The Worblaufen, Switzerland-based firm said on Wednesday that customer names, addresses, telephone numbers, and dates of birth were exposed due to the breach, which took place in late 2017.

Under the country’s laws, this data is considered “non-sensitive” and there is no evidence that financial information was compromised.

Swisscom says that its systems were not hacked, but rather, the “misappropriation of a sales partner’s access rights” led to information disclosure using valid credentials for illegal purposes.

The majority of those affected are mobile subscribers together with a handful of fixed network customers.

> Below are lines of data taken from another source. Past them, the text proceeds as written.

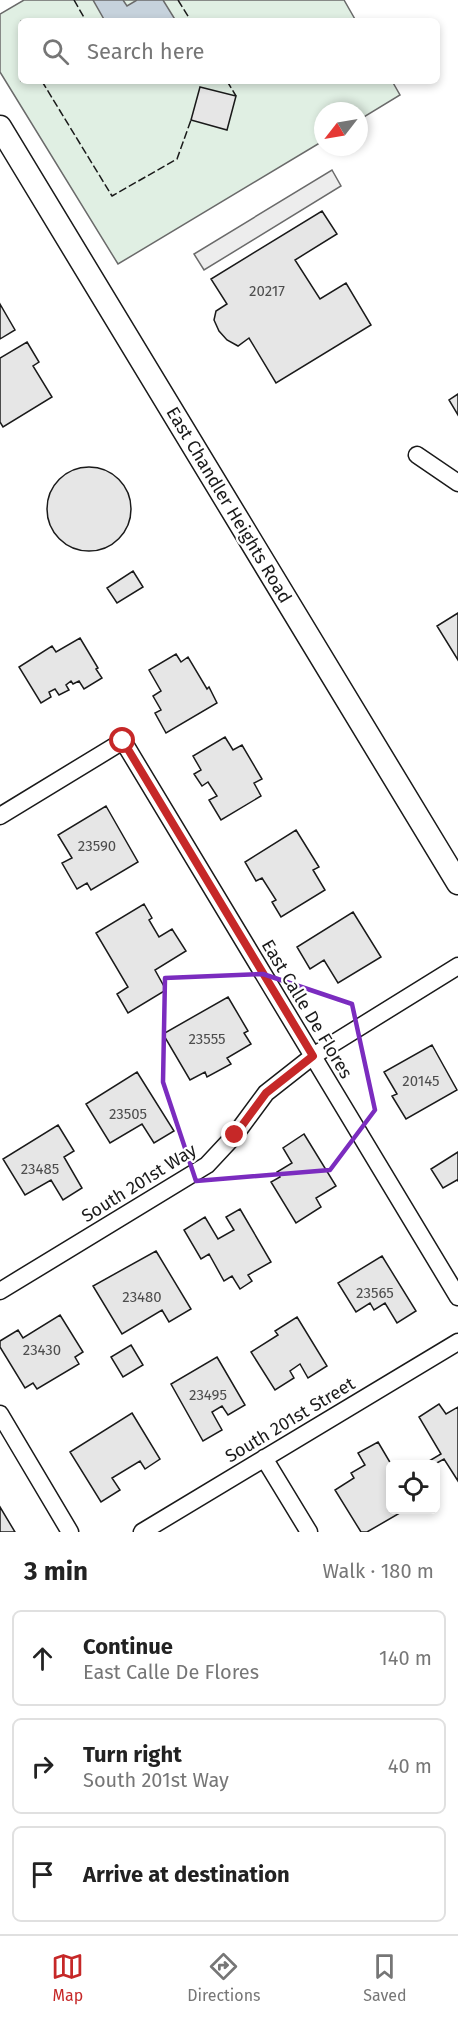 <!DOCTYPE html>
<meta charset="utf-8">
<style>
body{margin:0;font-family:"Fira Sans",sans-serif;background:#f6f6f6;color:#222}
.controls{position:absolute;right:18px;bottom:18px;display:grid;overflow:hidden;border-radius:9px;box-shadow:0 3px 9px #0003}
.controls button{width:54px;height:54px;display:grid;place-items:center;padding:0;border:0;border-bottom:2px solid #e0e0e0;background:#fff;color:#222;font:30px sans-serif}
.compass{position:absolute;left:314px;top:102px;width:54px;height:54px;border-radius:50%;background:#fff;box-shadow:0 3px 9px #0003;rotate:239deg}
.stop{position:absolute;width:18px;height:18px;margin:-14px;border:4px solid #c62828;border-radius:50%;background:#fff}
.stop.end{background:#c62828;border-color:#fff;box-shadow:0 2px 6px #0008}
.list{margin:0;padding:0;list-style:none}
h2{display:flex;justify-content:space-between;align-items:center;height:78px;margin:0;padding:0 24px;font-size:26px}
h2 small{font-size:20px;font-weight:400;color:#767676}
.list li{display:grid;grid-template-columns:39px 1fr auto;gap:18px;align-items:center;box-sizing:border-box;height:96px;margin:0 12px 12px;padding:0 12px;border:2px solid #e0e0e0;border-radius:9px}
.list b{display:block;font-size:22px;white-space:nowrap}
.list p{margin:0;font-size:20px;white-space:nowrap;color:#767676}
.list em{font-size:20px;font-style:normal;color:#767676}
.icon{flex:none;width:33px;height:33px;fill:none;stroke:currentColor;stroke-width:2;stroke-linecap:round;stroke-linejoin:round}
.map{position:relative;flex:none;width:458px;height:1532px;overflow:hidden}
.search{position:absolute;background:#fff;box-shadow:0 3px 9px #0003;left:18px;right:18px;top:18px;height:66px;display:flex;align-items:center;gap:15px;box-sizing:border-box;padding:0 21px;border-radius:9px;color:#767676;font-size:22px}
.sheet{height:402px;background:#fff}
nav{display:flex;justify-content:space-around;align-items:center;box-sizing:border-box;height:84px;border-top:2px solid #e0e0e0;background:#fff;font-size:16px;color:#767676}
nav a{display:grid;justify-items:center;gap:3px}
nav .on{color:#c62828}
.map>svg:first-child{display:block}
</style>
<div class="map">
<svg width="458" height="1532" viewBox="0 0 458 1532">
<rect width="100%" height="100%" fill="#fff"/>
<path fill="#e0efe3" stroke="#6a6a6a" stroke-width="1.5" d="M24,0H344L356,21H21V81H392L400,95L359,120V111H323V141L118,264L0,72V14Z"/>
<path fill="#ededed" stroke="#6a6a6a" stroke-width="1.5" d="M332,170L341,186L204,270L194,254Z"/>
<path fill="#c6d2dc" stroke="#6a6a6a" stroke-width="1.5" d="M93,0H123L127,6L137,0H163L176,21H105Z"/>
<path fill="#e6e6e6" stroke="#1a1a1a" stroke-width="1.5" d="M200,87L236,96L227,130L191,120Z
M322,211L337,234L295,260L320,299L346,283L371,325L276,383L249,338L238,346L227,340L219,331L214,320L216,311L227,304L211,279Z
M0,304L15,330L0,339Z
M27,342L39,362L33,366L52,397L3,427L0,422V358Z
M458,394V415L449,400Z
M47 509a42 42 0 1 1 84 0a42 42 0 1 1-84 0Z
M133,571L143,587L117,603L107,588Z
M458,613V660L437,626Z
M80,638L98,668L96,669L102,678L84,689L79,681L73,684L71,681L66,685L69,690L59,695L55,689L49,692L51,697L41,703L19,667L52,646L56,652Z
M176,654L181,662L188,657L207,689L209,687L217,703L166,733L155,713L161,710L153,696L161,691L149,670Z
M225,737L233,750L242,745L262,779L254,783L261,796L221,820L209,800L217,796L208,782L202,786L194,774L201,770L193,756Z
M106,806L138,862L91,890L87,883L77,889L62,863L72,858L58,835Z
M296,830L319,867L313,870L325,890L281,917L272,902L276,900L262,878L256,881L245,862Z
M144,904L152,918L149,920L159,937L172,929L186,951L155,970L166,990L128,1013L117,994L128,987L96,933Z
M353,912L381,957L338,983L324,960L310,969L297,947Z
M228,997L248,1031L244,1033L251,1044L227,1058L231,1064L207,1077L205,1072L190,1080L163,1034Z
M432,1045L457,1090L406,1119L392,1096L397,1094L384,1072Z
M137,1072L174,1131L154,1143L142,1124L110,1143L86,1104Z
M58,1125L74,1151L64,1157L82,1188L63,1200L51,1180L25,1195L3,1159Z
M304,1134L336,1186L316,1198L321,1207L296,1223L271,1182L280,1177L277,1172L292,1163L283,1148Z
M458,1152V1181L457,1180L443,1188L431,1169Z
M240,1209L271,1262L248,1275L252,1281L240,1289L232,1276L224,1281L209,1254L201,1259L184,1230L205,1217L218,1239L234,1230L226,1217Z
M156,1251L191,1309L169,1322L162,1310L122,1334L93,1286Z
M382,1256L416,1311L397,1323L385,1303L374,1310L370,1303L356,1312L338,1283Z
M60,1315L83,1352L75,1357L79,1364L37,1389L33,1383L25,1388L0,1347V1341L18,1330L23,1338Z
M297,1317L327,1366L308,1378L300,1364L290,1371L294,1378L275,1390L251,1352L278,1335L275,1331Z
M131,1345L143,1365L123,1377L111,1357Z
M217,1357L245,1405L228,1415L222,1406L212,1412L222,1430L203,1441L171,1384Z
M439,1404L446,1414L458,1407V1481L444,1459L435,1464H424L441,1454L419,1417Z
M132,1413L160,1459L145,1469L140,1461L112,1478L120,1490L101,1502L70,1452Z
M378,1442L391,1464L390,1510H405L367,1532H361L335,1490L354,1478L351,1473L365,1465L358,1453Z
M0,1507L15,1532H0Z"/>
<g fill="none" stroke-linecap="round" stroke-linejoin="round">
<g stroke="#1a1a1a" stroke-width="19">
<path id="street" d="M417,455L458,483
M0,816L123,741L458,1297
M0,1291L207,1165L235,1135L266,1093L313,1056L458,966
M0,1414L70,1532
M264,1458L309,1532
M142,1532L458,1342"/>
</g>
<g stroke="#1a1a1a" stroke-width="25">
<path id="secondary" d="M0,127L458,883"/>
</g>
<use href="#street" stroke="#fff" stroke-width="16"/>
<use href="#secondary" stroke="#fff" stroke-width="22"/>
<path stroke="#1a1a1a" stroke-width="1.5" stroke-dasharray="8 3" stroke-linecap="butt" d="M74,0L86,21
M178,0L191,21
M44,81L43,83L112,196L177,159L191,120
M227,81L236,96"/>
</g>
<g fill="none" stroke-linecap="round" stroke-linejoin="round">
<path stroke="#c62828" stroke-width="8" d="M123,741L313,1056L266,1093L235,1135"/>
</g>
<path fill="none" stroke="#7b2cbf" stroke-width="4.5" stroke-linejoin="round" d="M263,974L352,1004L375,1110L330,1170L196,1181L163,1082L165,978Z"/>
<g text-anchor="middle" dominant-baseline="central" stroke-width="4.5" stroke-linejoin="round" paint-order="stroke">
<g font-size="15" fill="#4d4d4d">
<text x="267" y="291">20217</text>
<text x="97" y="846">23590</text>
<text x="207" y="1039">23555</text>
<text x="421" y="1081">20145</text>
<text x="128" y="1114">23505</text>
<text x="40" y="1169">23485</text>
<text x="375" y="1293">23565</text>
<text x="142" y="1297">23480</text>
<text x="42" y="1350">23430</text>
<text x="208" y="1395">23495</text>
</g>
<g font-size="18" fill="#1a1a1a" stroke="#fff">
<text transform="translate(229 505) rotate(59)">East Chandler Heights Road</text>
<text transform="translate(307 1009) rotate(59)">East Calle De Flores</text>
<text transform="translate(139 1183) rotate(-32)">South 201st Way</text>
<text transform="translate(290 1420) rotate(-31)">South 201st Street</text>
</g>
</g>
</svg>
<div class="controls">
<button><svg class="icon" aria-label="locate" viewBox="0 0 24 24"><circle cx="12" cy="12" r="6"/><path d="M12 2v4M12 18v4M2 12h4M18 12h4"/></svg></button>
</div>
<svg class="compass" viewBox="-18 -18 36 36"><path d="M0-13l5 13h-10z" fill="#e53935"/><path d="M0 13l5-13h-10z" fill="#767676"/></svg>
<div class="stop" style="left:123px;top:741px"></div>
<div class="stop end" style="left:235px;top:1135px"></div>
<div class="search"><svg class="icon" aria-label="search" viewBox="0 0 24 24"><circle cx="10" cy="10" r="6"/><path d="M15 15l6 6"/></svg>Search here</div>
</div>
<section class="sheet">
<h2>3 min<small>Walk · 180 m</small></h2>
<ul class="list">
<li><svg class="icon" aria-label="ahead" viewBox="0 0 24 24"><path d="M12 20V5M6 11l6-6 6 6"/></svg><div><b>Continue</b><p>East Calle De Flores</p></div><em>140 m</em></li>
<li><svg class="icon" aria-label="right" viewBox="0 0 24 24"><path d="M7 20v-9h11M14 6l5 5-5 5"/></svg><div><b>Turn right</b><p>South 201st Way</p></div><em>40 m</em></li>
<li><svg class="icon" aria-label="arrive" viewBox="0 0 24 24"><path d="M6 21V4h12l-3 4 3 4H6"/></svg><div><b>Arrive at destination</b></div></li>
</ul>
</section>
<nav>
<a class="on"><svg class="icon" aria-label="map" viewBox="0 0 24 24"><path d="M3 6l6-2 6 2 6-2v14l-6 2-6-2-6 2zM9 4v14M15 6v14"/></svg>Map</a>
<a><svg class="icon" aria-label="directions" viewBox="0 0 24 24"><path d="M12 3l9 9-9 9-9-9zM9 14v-3h6M13 9l2 2-2 2"/></svg>Directions</a>
<a><svg class="icon" aria-label="saved" viewBox="0 0 24 24"><path d="M7 4h10v16l-5-4-5 4z"/></svg>Saved</a>
</nav>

According to the telecommunications provider, the information stored is required when a subscription agreement is reached and sales partners are given “limited access” to this data to “enable them to identify and advise customers and conclude or amend contracts with them.”

While the information is protected by specific user logins and passwords, as a sales partner’s own system was compromised — and this may have given an attacker these credentials — the security barrier was broken.

The report goes on to say that the partner in question and the unauthorized party responsible for the breach are not identified. However, the incident was reported to Federal Data Protection and Information Commissioner (FDPIC).

The bad news here clearly is that this is the latest breach we are aware of this month. Indeed, there are plenty of people who are affected by this. The good news is that it could have been much worse because financial information was unaffected by this. Still, one can only imagine the affected customers reaction when they were notified that some of their information was compromised to begin with.